Thanks! Mysterious ... we'll have to take some shots in the dark.

If you do run instead of reverse-continue, you should see that watchpoint being hit several times corresponding to the hits in the ReplayTimeline log. It would be worth getting a stack trace for each of those, with a disassembly around each instruction where the watchpoint was hit.

Another thing to try would be doing rr record --checksum=on-all-events and then rr replay --checksum=on-all-events and see if that produces anything interesting.

rocallahan avatar Oct 20 '16 20:10 rocallahan

If you do run instead of reverse-continue, you should see that watchpoint being hit several times corresponding to the hits in the ReplayTimeline log.

I don't really understand. Doesn't executing run just re-start the execution from the beginning? How will that cause the watchpoint to be hit? I tried doing so and didn't see it get hit at all.

Another thing to try would be doing rr record --checksum=on-all-events and then rr replay --checksum=on-all-events and see if that produces anything interesting.

I tried this, and the run looks the the same as it did without checksums :(

bddicken avatar Oct 21 '16 22:10 bddicken

I can reproduce this.

khuey avatar Oct 21 '16 22:10 khuey

Unfortunately I haven't made much progress here. The only interesting thing I've noticed is that one of the writes to the watchpoint comes from a syscall result (specifically a read that fills a buffer which includes the address that ultimately becomes result). That write is not reported by gdb. It happens some time before things go off the rails and we hit the ticks mismatch though.

khuey avatar Oct 27 '16 01:10 khuey

Although it may not be being reported because the value did not change.

khuey avatar Oct 27 '16 01:10 khuey

I am not very familiar with rr/gdb internals, so not sure how much of a help I can be here. If there is anything I can do to help, let me know.

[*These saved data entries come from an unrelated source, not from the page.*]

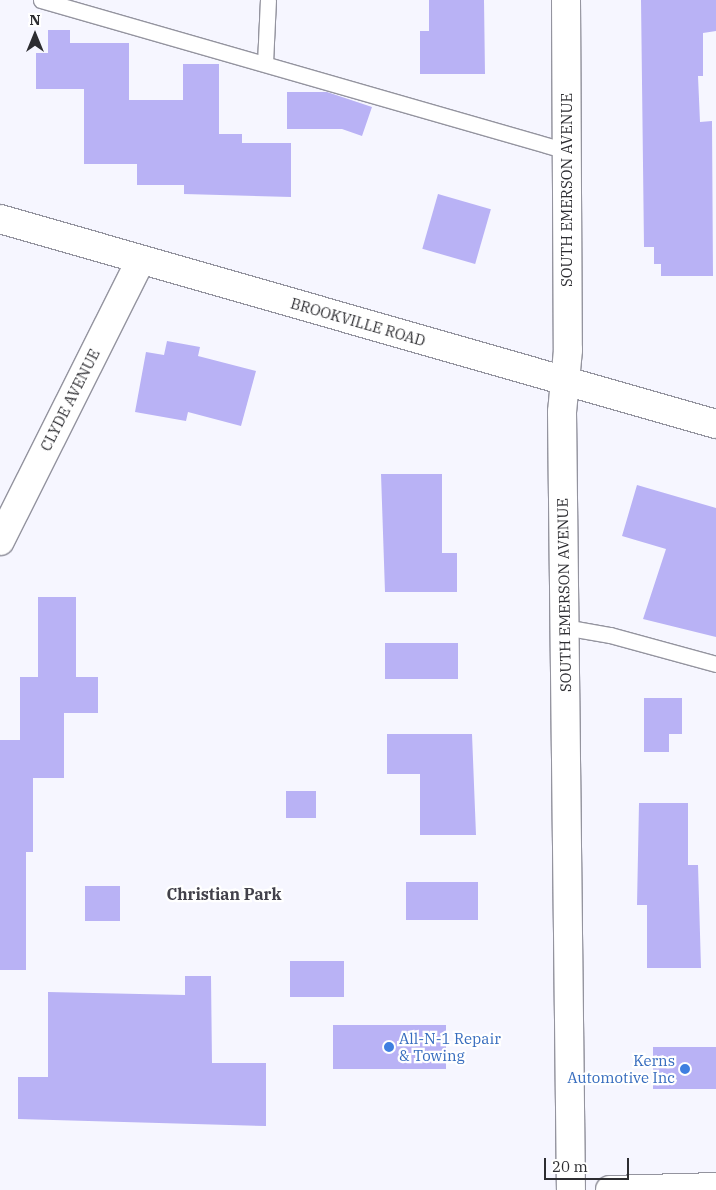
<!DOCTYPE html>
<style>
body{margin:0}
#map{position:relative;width:716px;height:1190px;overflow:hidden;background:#f6f6ff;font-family:"IBM Plex Serif",serif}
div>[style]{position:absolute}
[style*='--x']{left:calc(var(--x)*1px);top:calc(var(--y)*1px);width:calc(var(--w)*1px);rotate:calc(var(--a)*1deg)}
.building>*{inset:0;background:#b9b2f5;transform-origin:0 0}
.roads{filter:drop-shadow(1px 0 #94949f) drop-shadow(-1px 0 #94949f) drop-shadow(0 1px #94949f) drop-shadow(0 -1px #94949f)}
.service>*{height:15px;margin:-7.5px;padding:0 7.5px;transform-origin:7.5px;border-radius:7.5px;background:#fff}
.minor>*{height:28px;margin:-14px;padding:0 14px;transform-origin:14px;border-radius:14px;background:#fff}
.tertiary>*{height:28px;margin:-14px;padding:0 14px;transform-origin:14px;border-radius:14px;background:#fff}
.secondary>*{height:28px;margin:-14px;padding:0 14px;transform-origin:14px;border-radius:14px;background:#fff}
.primary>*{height:28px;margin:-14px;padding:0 14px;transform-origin:14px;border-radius:14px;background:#fff}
.dots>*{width:14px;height:14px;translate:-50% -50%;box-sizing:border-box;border:2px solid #fff;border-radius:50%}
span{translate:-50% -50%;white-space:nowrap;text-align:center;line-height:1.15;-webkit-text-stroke:4.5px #fff;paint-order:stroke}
.street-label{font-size:15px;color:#2d2d31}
.shop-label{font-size:15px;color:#366cbe}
.left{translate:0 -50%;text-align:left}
.right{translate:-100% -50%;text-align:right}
.neighbourhood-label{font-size:16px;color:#42414a;font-weight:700}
.north{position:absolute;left:10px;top:10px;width:50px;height:50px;-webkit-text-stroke:4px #fff;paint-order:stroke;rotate:0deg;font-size:14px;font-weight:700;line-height:20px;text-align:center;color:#2d2d31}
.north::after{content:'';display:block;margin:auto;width:18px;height:22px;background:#2d2d31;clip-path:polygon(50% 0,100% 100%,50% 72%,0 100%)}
.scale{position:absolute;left:544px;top:1158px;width:85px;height:22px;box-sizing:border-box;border:2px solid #2d2d31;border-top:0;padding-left:6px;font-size:15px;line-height:18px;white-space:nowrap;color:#2d2d31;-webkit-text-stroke:4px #fff;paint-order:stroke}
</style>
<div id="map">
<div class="building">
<div style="clip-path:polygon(429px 0,484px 0,485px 74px,420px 74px,420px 31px,429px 31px)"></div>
<div style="clip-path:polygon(641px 0,716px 0,716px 31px,703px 33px,703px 76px,698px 76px,700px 122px,712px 121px,713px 276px,661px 276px,661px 264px,654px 264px,654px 247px,644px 247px)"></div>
<div style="clip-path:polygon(48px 30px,70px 30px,70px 43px,129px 43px,129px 100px,183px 100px,183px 64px,219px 64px,219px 134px,242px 134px,242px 143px,291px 143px,291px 197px,184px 194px,184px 185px,137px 185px,137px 164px,84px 164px,84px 89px,36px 89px,36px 53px,48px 53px)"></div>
<div style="clip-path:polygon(287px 92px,327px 92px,372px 107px,362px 136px,342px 129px,287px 129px)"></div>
<div style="left:438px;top:194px;width:55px;height:57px;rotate:16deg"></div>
<div style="clip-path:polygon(167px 341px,200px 347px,198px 356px,256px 371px,241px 426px,188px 412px,186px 421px,135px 412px,146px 352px,164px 355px)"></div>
<div style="clip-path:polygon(381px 474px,442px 474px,442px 553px,457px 553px,457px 592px,385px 592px)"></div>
<div style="clip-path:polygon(637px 485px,716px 508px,716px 637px,643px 619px,666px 549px,622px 536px)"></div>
<div style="clip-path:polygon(38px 597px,76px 597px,76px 677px,98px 677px,98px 713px,64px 713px,64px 778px,33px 778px,33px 852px,26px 852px,26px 970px,0 970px,0 740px,20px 740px,20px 677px,38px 677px)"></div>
<div style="left:385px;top:643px;width:73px;height:36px"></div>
<div style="clip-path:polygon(644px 698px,682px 698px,682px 734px,669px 734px,669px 752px,644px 752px)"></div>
<div style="clip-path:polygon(387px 734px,472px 734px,476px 835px,420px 835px,420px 774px,387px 774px)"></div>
<div style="left:286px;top:791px;width:30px;height:27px"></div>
<div style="clip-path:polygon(639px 803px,688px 803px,688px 865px,698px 865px,701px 968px,647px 968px,647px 905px,637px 905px)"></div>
<div style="left:406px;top:882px;width:72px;height:38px"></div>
<div style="left:85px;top:886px;width:35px;height:35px"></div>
<div style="left:290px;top:961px;width:54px;height:36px"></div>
<div style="clip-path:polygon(185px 976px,211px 976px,212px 1063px,266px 1063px,266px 1126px,18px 1119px,18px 1077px,48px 1077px,48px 992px,185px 995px)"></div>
<div style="left:333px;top:1025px;width:113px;height:44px"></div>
<div style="left:716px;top:1047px;width:42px;height:63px;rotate:90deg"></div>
</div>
<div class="roads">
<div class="service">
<div style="--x:41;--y:0;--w:547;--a:16.02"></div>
<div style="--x:265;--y:63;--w:63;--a:-87.3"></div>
<div style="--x:564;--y:627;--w:47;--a:9.9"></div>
<div style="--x:610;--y:635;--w:110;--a:15.3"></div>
</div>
<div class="minor">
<div style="--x:0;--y:541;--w:314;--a:-63.4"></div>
</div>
<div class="tertiary">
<div style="--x:0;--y:219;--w:745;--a:15.98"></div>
</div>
<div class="secondary">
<div style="--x:610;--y:1190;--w:106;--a:-1.6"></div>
</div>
<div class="primary">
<div style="--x:566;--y:0;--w:350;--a:89.7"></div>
<div style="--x:568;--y:350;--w:62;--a:95.5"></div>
<div style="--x:562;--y:412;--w:778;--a:89.34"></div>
</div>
</div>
<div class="dots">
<div style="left:389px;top:1047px;background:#3f7fe0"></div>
<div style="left:685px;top:1069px;background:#3f7fe0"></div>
</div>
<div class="street-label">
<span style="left:567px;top:190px;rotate:-90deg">SOUTH EMERSON AVENUE</span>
<span style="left:358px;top:322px;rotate:16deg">BROOKVILLE ROAD</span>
<span style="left:70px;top:400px;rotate:-63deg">CLYDE AVENUE</span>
<span style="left:564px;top:595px;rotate:-91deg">SOUTH EMERSON AVENUE</span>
</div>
<div class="shop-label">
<span class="left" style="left:399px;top:1047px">All-N-1 Repair<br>&amp; Towing</span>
<span class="right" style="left:675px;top:1069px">Kerns<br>Automotive Inc</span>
</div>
<div class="neighbourhood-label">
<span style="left:224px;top:894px">Christian Park</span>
</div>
<div class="north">N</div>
<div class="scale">20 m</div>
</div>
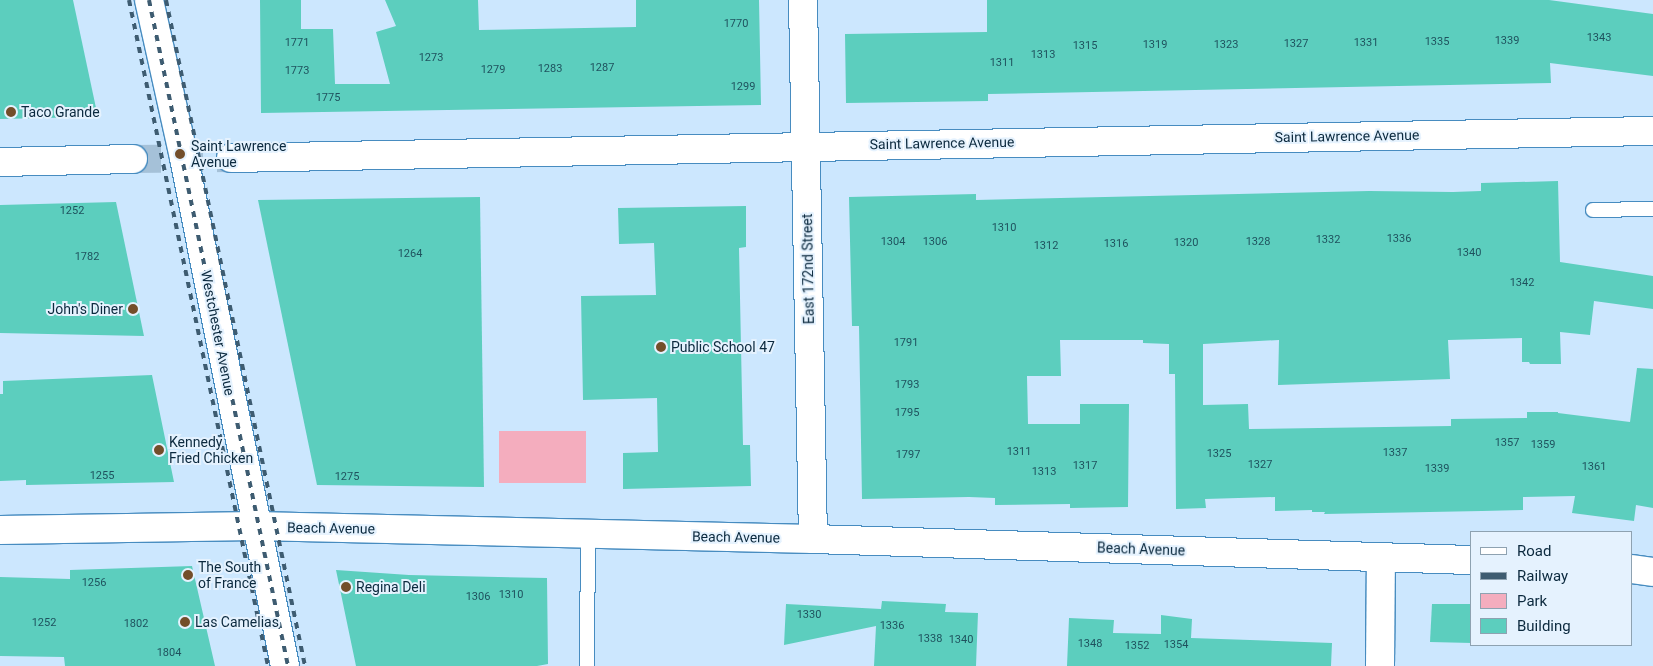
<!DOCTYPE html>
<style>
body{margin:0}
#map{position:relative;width:1653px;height:666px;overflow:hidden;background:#cce7fe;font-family:Roboto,sans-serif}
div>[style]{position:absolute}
.green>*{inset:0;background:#f4adbe}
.building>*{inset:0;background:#5ccebe}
.minor-tunnel>*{height:28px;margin-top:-14px;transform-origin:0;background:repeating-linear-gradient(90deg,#a5c1d8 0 28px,transparent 0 42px)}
.roads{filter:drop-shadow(1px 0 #478cc0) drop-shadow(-1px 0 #478cc0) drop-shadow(0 1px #478cc0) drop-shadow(0 -1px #478cc0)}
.service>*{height:14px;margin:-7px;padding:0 7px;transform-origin:7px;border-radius:7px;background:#fff}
.minor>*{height:28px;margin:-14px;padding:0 14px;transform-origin:14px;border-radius:14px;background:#fff}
.tertiary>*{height:28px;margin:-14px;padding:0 14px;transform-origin:14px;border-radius:14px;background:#fff}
.secondary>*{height:28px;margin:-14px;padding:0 14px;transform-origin:14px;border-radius:14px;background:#fff}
.rail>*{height:4px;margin-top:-2px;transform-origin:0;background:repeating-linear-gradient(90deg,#3e5c71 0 6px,transparent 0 12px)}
.dots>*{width:14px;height:14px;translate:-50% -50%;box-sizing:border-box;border:2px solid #e5f2fe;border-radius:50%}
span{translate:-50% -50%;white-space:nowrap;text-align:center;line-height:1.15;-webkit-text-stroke:4px #e5f2fe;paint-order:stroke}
.number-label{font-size:11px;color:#1f525e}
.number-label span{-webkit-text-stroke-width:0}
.poi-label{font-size:14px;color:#0b293e}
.left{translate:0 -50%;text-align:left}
.right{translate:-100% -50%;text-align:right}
.street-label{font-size:14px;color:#0b293e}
.legend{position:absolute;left:1470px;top:531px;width:162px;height:115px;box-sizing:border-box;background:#e5f2fe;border:1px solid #8ea2b1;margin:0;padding:6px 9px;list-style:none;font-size:15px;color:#0b293e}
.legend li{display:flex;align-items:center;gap:10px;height:25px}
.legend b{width:25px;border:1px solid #8ea2b1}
</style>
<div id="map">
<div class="green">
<i style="clip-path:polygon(499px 431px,586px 431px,586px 483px,499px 483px)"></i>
</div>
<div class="building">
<i style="clip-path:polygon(0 0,73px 0,96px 108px,89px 117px,0 119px)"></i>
<i style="clip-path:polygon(260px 0,301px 0,301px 29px,333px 29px,335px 84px,390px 84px,376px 32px,396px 26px,385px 0,478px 0,479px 30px,636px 27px,636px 0,759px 0,761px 105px,261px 113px)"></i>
<i style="clip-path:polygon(987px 0,1549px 0,1653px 14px,1653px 76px,1550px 63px,1551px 83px,988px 94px,988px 101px,846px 103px,845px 34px,987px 32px)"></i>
<i style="clip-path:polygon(1558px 181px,1560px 262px,1653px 276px,1653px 309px,1594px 301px,1590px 335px,1560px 332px,1561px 364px,1530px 364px,1529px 362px,1522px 362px,1522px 338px,1448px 340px,1450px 379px,1278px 385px,1279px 340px,1203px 344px,1203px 405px,1248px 404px,1249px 429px,1451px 426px,1451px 419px,1527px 418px,1527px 412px,1558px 412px,1558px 413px,1630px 422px,1637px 368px,1653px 369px,1653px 508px,1636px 505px,1634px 521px,1572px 513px,1575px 496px,1523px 497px,1523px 510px,1482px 511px,1324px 514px,1325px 512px,1312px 512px,1312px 510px,1275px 511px,1275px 497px,1205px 499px,1206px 508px,1176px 509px,1175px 374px,1169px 374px,1169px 344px,1143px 343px,1143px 340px,1060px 340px,1061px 376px,1027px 376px,1028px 424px,1080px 424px,1080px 404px,1129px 404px,1128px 507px,1070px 508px,1070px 504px,995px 505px,995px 498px,969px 497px,862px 499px,859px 326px,852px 326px,849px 197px,976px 194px,976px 200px,1369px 191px,1453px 192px,1481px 191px,1481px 183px)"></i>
<i style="clip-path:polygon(480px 197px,484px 487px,317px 485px,258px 200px)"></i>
<i style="clip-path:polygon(116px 202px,144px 336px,0 333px,0 205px)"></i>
<i style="clip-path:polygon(746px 206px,746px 247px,739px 248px,743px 445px,750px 445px,751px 486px,623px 489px,623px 453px,658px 452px,657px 398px,583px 400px,581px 296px,656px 295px,654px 243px,619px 244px,618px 208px)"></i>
<i style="clip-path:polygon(152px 375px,174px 482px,26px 485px,26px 480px,0 481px,0 394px,3px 394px,3px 381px)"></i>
<i style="clip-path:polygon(192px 566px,215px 666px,65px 666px,64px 657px,0 656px,0 577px,70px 579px,70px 570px)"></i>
<i style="clip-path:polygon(336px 570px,409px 575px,547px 578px,548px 664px,537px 666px,356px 666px)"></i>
<i style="clip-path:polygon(882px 601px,946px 604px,945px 612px,978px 613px,976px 666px,874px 666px,876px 626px,784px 645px,786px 604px,881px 609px)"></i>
<i style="clip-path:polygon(1432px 604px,1472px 604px,1472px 643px,1430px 642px)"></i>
<i style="clip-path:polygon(1161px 615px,1192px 619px,1191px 638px,1332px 643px,1331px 666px,1067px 666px,1069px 618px,1114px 620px,1113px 633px,1161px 634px)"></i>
</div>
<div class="minor-tunnel">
<i style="left:133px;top:159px;width:98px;rotate:-0.6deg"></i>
</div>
<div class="roads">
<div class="service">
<i style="left:1593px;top:210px;width:60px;rotate:-1deg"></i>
<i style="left:587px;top:666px;width:132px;rotate:-89.6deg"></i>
</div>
<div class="minor">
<i style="left:231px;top:158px;width:1422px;rotate:-1.09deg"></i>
<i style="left:0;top:162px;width:133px;rotate:-1.3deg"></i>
<i style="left:0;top:530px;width:255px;rotate:-0.9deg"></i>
<i style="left:255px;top:526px;width:558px;rotate:1.33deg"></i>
<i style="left:813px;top:539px;width:659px;rotate:1.83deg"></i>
<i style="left:1632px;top:569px;width:21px;rotate:8deg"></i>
<i style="left:1380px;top:666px;width:109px;rotate:-89.5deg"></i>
</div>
<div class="tertiary">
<i style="left:803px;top:0;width:539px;rotate:88.94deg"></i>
</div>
<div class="secondary">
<i style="left:149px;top:0;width:162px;rotate:77.5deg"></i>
<i style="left:184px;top:158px;width:518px;rotate:78.76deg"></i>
</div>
</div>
<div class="rail">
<i style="left:129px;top:0;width:680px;rotate:78.21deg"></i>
<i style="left:149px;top:0;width:680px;rotate:78.21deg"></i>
<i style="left:166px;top:0;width:680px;rotate:78.21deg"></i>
</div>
<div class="dots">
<i style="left:11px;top:112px;background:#734e2a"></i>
<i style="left:180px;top:154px;background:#734e2a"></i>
<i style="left:133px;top:309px;background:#734e2a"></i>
<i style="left:661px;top:347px;background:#734e2a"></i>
<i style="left:159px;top:450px;background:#734e2a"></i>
<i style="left:188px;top:575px;background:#734e2a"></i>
<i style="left:346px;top:587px;background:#734e2a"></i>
<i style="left:185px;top:622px;background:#734e2a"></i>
</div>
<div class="number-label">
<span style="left:736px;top:24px">1770</span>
<span style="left:1599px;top:38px">1343</span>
<span style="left:1507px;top:41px">1339</span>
<span style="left:1437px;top:42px">1335</span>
<span style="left:297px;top:43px">1771</span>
<span style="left:1366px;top:43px">1331</span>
<span style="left:1296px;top:44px">1327</span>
<span style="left:1155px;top:45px">1319</span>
<span style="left:1226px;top:45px">1323</span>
<span style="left:1085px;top:46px">1315</span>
<span style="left:1043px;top:55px">1313</span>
<span style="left:431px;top:58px">1273</span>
<span style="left:1002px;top:63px">1311</span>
<span style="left:602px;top:68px">1287</span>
<span style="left:550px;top:69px">1283</span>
<span style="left:493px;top:70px">1279</span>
<span style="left:297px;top:71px">1773</span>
<span style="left:743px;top:87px">1299</span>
<span style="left:328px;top:98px">1775</span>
<span style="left:72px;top:211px">1252</span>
<span style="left:1004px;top:228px">1310</span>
<span style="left:1399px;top:239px">1336</span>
<span style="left:1328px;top:240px">1332</span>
<span style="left:893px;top:242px">1304</span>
<span style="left:935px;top:242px">1306</span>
<span style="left:1258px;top:242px">1328</span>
<span style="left:1186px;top:243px">1320</span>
<span style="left:1116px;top:244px">1316</span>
<span style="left:1046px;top:246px">1312</span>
<span style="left:1469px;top:253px">1340</span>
<span style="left:410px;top:254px">1264</span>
<span style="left:87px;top:257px">1782</span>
<span style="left:1522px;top:283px">1342</span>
<span style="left:906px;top:343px">1791</span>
<span style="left:907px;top:385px">1793</span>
<span style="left:907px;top:413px">1795</span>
<span style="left:1507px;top:443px">1357</span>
<span style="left:1543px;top:445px">1359</span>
<span style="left:1019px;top:452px">1311</span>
<span style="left:1395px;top:453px">1337</span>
<span style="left:1219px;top:454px">1325</span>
<span style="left:908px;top:455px">1797</span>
<span style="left:1260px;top:465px">1327</span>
<span style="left:1085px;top:466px">1317</span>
<span style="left:1594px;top:467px">1361</span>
<span style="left:1437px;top:469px">1339</span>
<span style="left:1044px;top:472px">1313</span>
<span style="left:102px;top:476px">1255</span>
<span style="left:347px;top:477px">1275</span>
<span style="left:94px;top:583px">1256</span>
<span style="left:511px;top:595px">1310</span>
<span style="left:478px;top:597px">1306</span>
<span style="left:809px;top:615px">1330</span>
<span style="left:44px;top:623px">1252</span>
<span style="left:136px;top:624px">1802</span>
<span style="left:892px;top:626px">1336</span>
<span style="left:930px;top:639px">1338</span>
<span style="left:961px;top:640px">1340</span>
<span style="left:1090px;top:644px">1348</span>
<span style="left:1176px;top:645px">1354</span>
<span style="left:1137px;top:646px">1352</span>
<span style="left:169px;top:653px">1804</span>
</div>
<div class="poi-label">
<span class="left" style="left:21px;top:112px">Taco Grande</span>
<span class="left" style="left:191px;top:154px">Saint Lawrence<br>Avenue</span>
<span class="right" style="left:123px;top:309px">John's Diner</span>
<span class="left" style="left:671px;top:347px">Public School 47</span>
<span class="left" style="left:169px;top:450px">Kennedy<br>Fried Chicken</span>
<span class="left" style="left:198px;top:575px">The South<br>of France</span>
<span class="left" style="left:356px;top:587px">Regina Deli</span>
<span class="left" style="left:195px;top:622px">Las Camelias</span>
</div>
<div class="street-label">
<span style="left:1347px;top:136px;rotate:-1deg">Saint Lawrence Avenue</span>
<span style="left:942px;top:143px;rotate:-1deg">Saint Lawrence Avenue</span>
<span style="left:808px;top:269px;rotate:-91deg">East 172nd Street</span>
<span style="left:218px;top:333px;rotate:79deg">Westchester Avenue</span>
<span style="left:331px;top:528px;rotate:1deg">Beach Avenue</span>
<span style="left:736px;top:537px;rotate:1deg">Beach Avenue</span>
<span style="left:1141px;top:549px;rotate:2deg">Beach Avenue</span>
</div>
<ul class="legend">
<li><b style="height:6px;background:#fff"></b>Road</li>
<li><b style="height:6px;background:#3e5c71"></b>Railway</li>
<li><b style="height:14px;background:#f4adbe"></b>Park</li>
<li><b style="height:14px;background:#5ccebe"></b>Building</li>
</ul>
</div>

bddicken avatar Oct 27 '16 16:10 bddicken

Doesn't executing run just re-start the execution from the beginning?

Yes

How will that cause the watchpoint to be hit?

That memory location will be written a few times during the course of execution.

I tried doing so and didn't see it get hit at all.

Odd. Maybe if you try taking the address of result manually and then watch -l *(int*)<addr>?

@khuey can you verify using checksums that the memory state before the final, fatal replay step is exactly right? Another thing you can do is patch ReplayTimeline so that when we do the final, fatal replay step, we single-step through some number of instructions and then do a continue. Knowing the minimum execution segment that must be executed continuously to trigger the divergence would be helpful.

rocallahan avatar Oct 27 '16 23:10 rocallahan

Is this still an issue with a recent rr?

GitMensch avatar Jul 26 '21 08:07 GitMensch